#' Morisita-Based Filter for Regression Problems
#'
#' Executes the MBFR algorithm for supervised feature selection.
#'
#' @usage MBFR(XY, scaleQ, m=2, C=NULL)
#' @param XY A \eqn{N \times E}{N x E} \code{matrix}, \code{data.frame} or \code{data.table}
#' where \eqn{N} is the number of data points, \eqn{E} is the number of variables (i.e. the input
#' variables also called "features" + the output variable). The last column contains the
#' values of the output variable.
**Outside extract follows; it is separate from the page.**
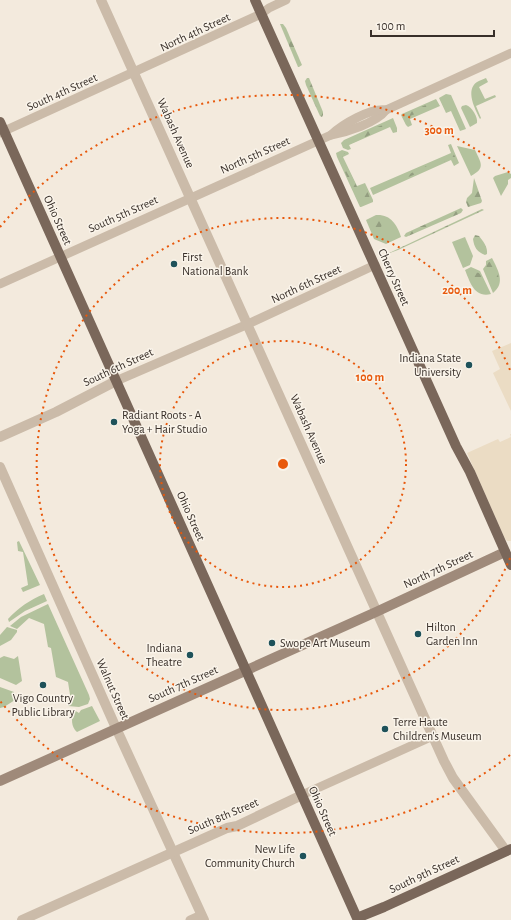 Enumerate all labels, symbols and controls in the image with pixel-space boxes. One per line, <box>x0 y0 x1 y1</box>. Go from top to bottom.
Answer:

And each variable (input + output) is rescaled to the
#' \eqn{[0,1]} interval by the function.
#' @param scaleQ A vector containing the values of \eqn{\ell^{-1}}{l^(-1)}
#' chosen by the user (see Details).
#' @param m The value of the parameter m (by default: \code{m=2}).
#' @param C The number of steps of the SFS procedure (by default: \code{C = E-1}).
#' @return A list of five elements:
#' \enumerate{
#' \item a vector containing the identifier numbers of the original features in the order
#' they are selected through the Sequential Forward Selection (SFS) search procedure.
#' \item the names of the corresponding features.
#' \item the corresponding values of \eqn{Diss}.
#' \item the ID estimate of the output variable.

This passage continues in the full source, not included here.